As always, these are done in the style of my earlier 100-yard round-up review. Please see that thread for a discussion of the topography (i.e. the road dips in the distance, to better show you the corona in the mid-ground). 











I realize these comparisons are a little unfair, as the Catapult V5 is only a 2x18650 light (compared to 3x and 4x specimens above).
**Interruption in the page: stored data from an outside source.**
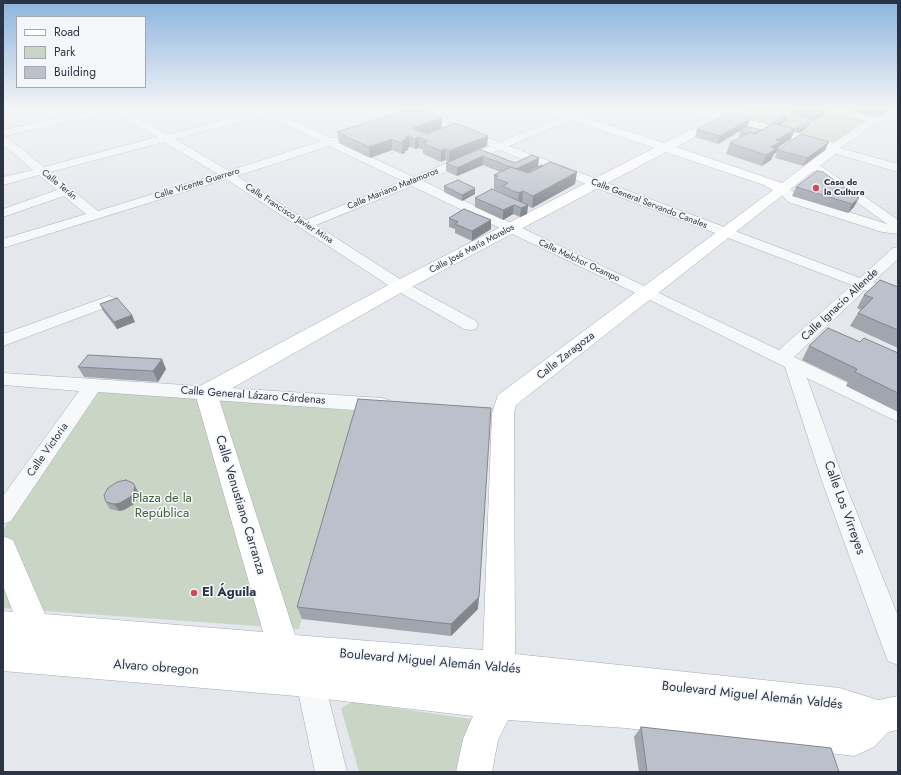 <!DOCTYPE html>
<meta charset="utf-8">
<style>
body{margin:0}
#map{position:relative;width:901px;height:775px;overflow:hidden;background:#e4e7ec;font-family:Jost,sans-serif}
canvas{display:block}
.frame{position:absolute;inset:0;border:4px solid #2b3445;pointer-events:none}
.legend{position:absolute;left:16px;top:16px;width:130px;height:72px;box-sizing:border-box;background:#f4f6f9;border:1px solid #a4a8b1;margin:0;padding:5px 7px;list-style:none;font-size:12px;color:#2b3445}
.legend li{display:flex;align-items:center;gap:8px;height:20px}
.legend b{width:20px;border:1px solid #a4a8b1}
</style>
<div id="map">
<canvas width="901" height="775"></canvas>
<div class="frame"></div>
<ul class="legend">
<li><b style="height:5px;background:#fff"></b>Road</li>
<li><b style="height:11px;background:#c9d6c5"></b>Park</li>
<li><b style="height:11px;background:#bbc0ca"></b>Building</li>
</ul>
</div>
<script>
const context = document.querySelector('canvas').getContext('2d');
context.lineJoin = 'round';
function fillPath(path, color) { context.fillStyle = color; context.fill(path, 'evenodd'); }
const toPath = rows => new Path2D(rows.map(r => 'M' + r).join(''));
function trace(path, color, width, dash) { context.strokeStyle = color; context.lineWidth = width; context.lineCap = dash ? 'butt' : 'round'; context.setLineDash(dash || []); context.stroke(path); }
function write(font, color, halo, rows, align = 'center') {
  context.font = font + ' Jost,sans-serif'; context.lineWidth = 3; context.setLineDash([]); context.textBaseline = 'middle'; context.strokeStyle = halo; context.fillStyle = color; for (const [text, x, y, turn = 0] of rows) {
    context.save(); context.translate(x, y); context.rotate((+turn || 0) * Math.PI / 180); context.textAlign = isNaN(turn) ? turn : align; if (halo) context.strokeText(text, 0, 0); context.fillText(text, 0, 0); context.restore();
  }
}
const green = toPath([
 [743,108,822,108,868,119,833,144,728,115],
 [101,389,358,411,299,629,3,608,3,530],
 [352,702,471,719,458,762,458,772,359,772,341,708]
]);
const minor = toPath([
 [107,108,125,108,124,110,167,135,258,111,254,108,277,108,279,110,276,112,331,138,340,138,341,140,340,142,413,177,490,146,399,110,397,108,410,108,499,142,584,108,597,108,595,110,509,146,860,278,893,248,898,247,898,259,873,282,898,292,898,302,865,290,794,357,898,407,898,422,807,378,844,481,898,616,898,665,888,661,884,651,822,481,785,367,642,296,412,186,316,225,406,283,476,321,478,325,476,329,470,330,464,329,394,289,226,179,3,248,3,239,86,214,64,196,3,217,3,209,57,190,39,175,3,185,3,177,33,170,3,144,3,130,107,108],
 [114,112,157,137,44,167,7,137,4,136,114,112],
 [266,115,321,141,229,171,175,139,266,115],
 [164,142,218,174,98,211,50,172,164,142],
 [329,146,403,181,306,220,237,176,329,146],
 [499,150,591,186,852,285,779,350,423,181,499,150],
 [733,108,744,108,728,119,720,119,719,117,720,115,733,108],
 [822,108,838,108,874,117,890,108,898,108,898,111,884,121,877,123,840,148,898,164,898,172,830,152,828,150,830,145,866,121,824,110,822,108],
 [814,163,818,164,898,220,898,234,882,232,788,202,777,189,779,186,787,186,798,196,887,224,810,168,808,166,810,164,814,163],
 [109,296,115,298,117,301,115,304,3,346,3,334,109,296],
 [3,373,382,398,389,400,392,405,389,410,382,412,98,392,11,521,3,524,3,496,79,391,3,385,3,373],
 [308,666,318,670,326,688,347,772,315,772,298,691,294,680,298,670,308,666]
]);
const major = toPath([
 [540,108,556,108,664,143,713,119,682,110,680,108,698,108,739,117,839,144,840,150,516,405,514,413,515,654,840,688,878,700,898,696,898,730,888,732,874,747,854,756,626,728,508,720,498,740,492,772,456,772,463,739,473,716,308,697,3,671,3,611,13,612,3,586,3,536,13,540,45,614,263,632,195,393,198,387,394,282,654,148,542,110,540,108],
 [726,121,734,122,827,149,782,183,676,147,726,121],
 [666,152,764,185,773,190,498,395,492,413,483,650,295,635,218,396,406,290,666,152]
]);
const wall = toPath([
 [838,108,890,108,878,117],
 [413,110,442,118,442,128,488,136,487,146,480,149,515,163,539,158,538,166,575,184,532,208,528,206,527,214,520,217,513,214,503,220,475,207,475,198,502,194,502,193,494,189,494,175,500,172,483,165,457,176,446,171,446,163,448,162,445,160,441,162,423,154,423,150,419,148,415,149,410,147,408,148,408,150,405,151,405,153,402,154,392,150,370,158,339,143,337,132],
 [794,110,823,115,814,121,793,115],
 [787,117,786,120,779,124,795,129,791,139,779,147,777,152,774,154,771,160,762,166,726,154,730,143,740,138,739,137,740,132,760,131,772,124,773,123],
 [750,119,747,127,718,144,695,137,697,129],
 [809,125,799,133,795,132,796,129],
 [778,150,825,150,803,166,775,158],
 [823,172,854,207,848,213,792,196,796,187],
 [444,186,475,194,462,201,444,192],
 [449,218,491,229,472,241,455,233,455,229,449,227],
 [898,287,898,348,850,326,858,313,861,310,857,308,864,295],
 [100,304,135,322,117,329,103,311],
 [860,342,898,353,898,412,846,386,848,382,802,360,809,346],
 [78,367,166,369,158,382,84,377],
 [139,493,137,500,134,504,124,510,119,511,110,509,106,502],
 [297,607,478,609,451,636,302,619],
 [641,727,839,772,639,772,634,737]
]);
const shadedWall = toPath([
 [884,108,890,108,878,117,881,110],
 [825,109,823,115,814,121,816,115],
 [787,117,786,120,776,127,777,124],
 [442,118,442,128,414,139,413,128],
 [750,119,747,127,718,144,720,136],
 [810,123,809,125,799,133,800,130],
 [795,129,791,139,779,147,777,152,774,154,771,160,762,166,766,155,776,140],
 [409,136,410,147,408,148,408,150,405,151,405,153,402,154,402,141,405,138],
 [488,136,487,146,449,162,449,151],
 [418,137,419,148,415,149,415,139],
 [392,139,392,150,370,158,369,147],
 [829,142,825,150,803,166,807,158],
 [445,149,445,160,441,162,441,151],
 [483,156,483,165,457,176,457,168],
 [539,158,538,166,519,176,515,169],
 [577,172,575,184,532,208,533,196],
 [475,188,475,194,462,201,462,195],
 [523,191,522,203,518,205,519,193],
 [859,198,854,207,848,213,852,204],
 [514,205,513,214,503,220,503,210],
 [528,205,527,214,520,217,521,208],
 [491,220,491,229,472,241,472,231],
 [132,315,135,322,117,329,114,322],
 [162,359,166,369,158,382,153,371],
 [133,483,139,493,137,500,134,504,124,510,119,511,114,504],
 [479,597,478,609,451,636,451,624]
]);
const building = toPath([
 [419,108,442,118,413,128,427,134,455,123,488,136,449,151,445,149,441,151,423,143,428,141,418,137,415,139,409,136,405,138,407,139,402,141,405,142,401,143,392,139,369,147,337,132,409,109,413,110,419,108],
 [798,108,818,108,825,109,816,115,794,110,798,108],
 [873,108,884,108,881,110,873,108],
 [727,113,750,119,720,136,697,129,727,113],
 [784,116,787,117,777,124,773,123,784,116],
 [807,122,810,123,800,130,796,129,807,122],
 [774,123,795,129,776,140,781,141,771,147,776,149,766,155,730,143,750,132,755,134,774,123],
 [750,127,761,130,754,133,750,132,747,134,740,132,750,127],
 [801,134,829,142,807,158,778,150,801,134],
 [479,149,515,163,532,155,539,158,516,169,511,167,510,167,483,156,457,168,446,163,479,149],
 [550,162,577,172,533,196,523,191,519,193,513,191,503,186,508,183,495,178,498,176,494,175,511,167,528,173,550,162],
 [542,165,543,166,530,172,528,171,542,165],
 [817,171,823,172,859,198,852,204,796,187,817,171],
 [458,180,475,188,462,195,444,186,458,180],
 [492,189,528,205,521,208,514,205,503,210,475,198,492,189],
 [464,209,491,220,472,231,455,224,458,222,449,218,464,209],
 [880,280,898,287,898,330,858,313,873,298,864,295,880,280],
 [117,298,132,315,114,322,100,304,117,298],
 [828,328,860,342,864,338,898,353,898,393,855,372,857,369,809,346,828,328],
 [88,355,162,359,153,371,78,367,88,355],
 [358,399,491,408,479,597,451,624,297,607,358,399],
 [126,480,133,483,135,486,133,494,130,497,120,503,114,504,106,502,104,495,108,488,117,482,126,480],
 [641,727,831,748,839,772,647,772,641,727]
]);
const markers = [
 [816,188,4,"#d1495b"],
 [194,593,4,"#d1495b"]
];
const farPoinames = [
 ["Casa de",824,183],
 ["la Cultura",824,193]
];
const farStreetnames = [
 ["Calle Vicente Guerrero",197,184,-17],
 ["Calle Terán",59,185,39],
 ["Calle Mariano Matamoros",393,189,-22],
 ["Calle General Servando Canales",649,204,21],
 ["Calle Francisco Javier Mina",289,214,33],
 ["Calle José María Morelos",472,249,-28],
 ["Calle Melchor Ocampo",579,261,25]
];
const streetNames = [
 ["Calle Ignacio Allende",840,305,-43],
 ["Calle Zaragoza",566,356,-38],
 ["Calle General Lázaro Cárdenas",253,396,4],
 ["Calle Victoria",48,450,-55]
];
const nearParknames = [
 ["Plaza de la",162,499],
 ["República",162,514]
];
const nearStreetnames = [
 ["Calle Venustiano Carranza",240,505,73],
 ["Calle Los Virreyes",844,508,70],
 ["Boulevard Miguel Alemán Valdés",430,662,5],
 ["Alvaro obregon",156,668,4],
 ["Boulevard Miguel Alemán Valdés",752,696,6]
];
const nearPoinames = [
 ["El Águila",202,593]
];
fillPath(green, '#c9d6c5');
trace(minor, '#a9aeb7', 1);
trace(major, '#a3abb8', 1);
fillPath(minor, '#f7f8fa');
fillPath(major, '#fff');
fillPath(wall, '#a1a5ae');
fillPath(shadedWall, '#83868d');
fillPath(building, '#bbc0ca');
trace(building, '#83868d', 1);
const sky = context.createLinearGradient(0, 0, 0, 216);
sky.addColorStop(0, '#8bb4dd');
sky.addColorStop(0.5, '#f3f4f6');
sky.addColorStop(1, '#f3f4f600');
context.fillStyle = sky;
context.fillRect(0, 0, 901, 216);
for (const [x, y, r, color] of markers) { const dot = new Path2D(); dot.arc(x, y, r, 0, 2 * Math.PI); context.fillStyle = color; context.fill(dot); trace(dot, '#f4f6f9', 1.5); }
write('bold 9px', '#2b3445', '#f4f6f9', farPoinames, 'left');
write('9px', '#2b3445', '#f4f6f9', farStreetnames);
write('11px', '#2b3445', '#f4f6f9', streetNames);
write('13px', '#3f6138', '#f4f6f9', nearParknames);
write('13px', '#2b3445', '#f4f6f9', nearStreetnames);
write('bold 13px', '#2b3445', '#f4f6f9', nearPoinames, 'left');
</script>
But it goes to show you how impressive the V5 is, that it can approach the larger and more heavily-driven TN32. oo: If I get the chance to compare the V5 to other lights in the 2x18650 class, I will update this review. :wave:
_*
UPDATE JUNE 12, 2014:*_ FYI, here is an additional outdoor beamshot with and without the diffuser in place.











*Testing Method:* 

All my output numbers are relative for my home-made light box setup, as described on my flashlightreviews.ca website. You can directly compare all my relative output values from different reviews - i.e. an output value of "10" in one graph is the same as "10" in another. All runtimes are done under a cooling fan, except for any extended run Lo/Min modes (i.e. >12 hours) which are done without cooling.

I have devised a method for converting my lightbox relative output values (ROV) to estimated Lumens. See my How to convert Selfbuilt's Lightbox values to Lumens thread for more info. 

*Throw/Output Summary Chart:*

My summary tables are reported in a manner consistent with the ANSI FL-1 standard for flashlight testing. Please see http://www.flashlightreviews.ca/FL1.htm for a discussion, and a description of all the terms used in these tables. Effective July 2012, I have updated all my Peak Intensity/Beam Distance measures with a NIST-certified Extech EA31 lightmeter (orange highlights).






As you could probably tell from the indoor beamshots, the Cat V5 is a lot brighter than the Cat V3 – both for output and for throw. In terms of peak intensity center beam, the Cat V5 narrowly squeezes past the ArmyTek Barracuda (which is not driven as hard overall). Given the significant differences in the beam pattern of all the max thrower lights, the beamshots really tell this story the best – scroll back up for some shots.

I put the TN32 down for comparison, as the Cat V5 is nearing that level of output (although only on 2x18650). As you can tell from above though, the much larger reflector on the TN32 gives this light a considerable throw advantage.

As an aside, it's nice to see that the ANSI FL-1 specs for output and center beam intensity are bang-on with my sample.

Here is a breakdown of the estimated lumen values for both the Cat V3 and V5 in my testing:






As usual, Thrunite's output specs remain remarkably consistent with my testing – making me thing they did indeed get these tested in a properly-calibrated integrating sphere. The exception above is the Lo level of the Cat V3, but that may have been due to the early review sample I received (i.e., later models were adjusted for Lo).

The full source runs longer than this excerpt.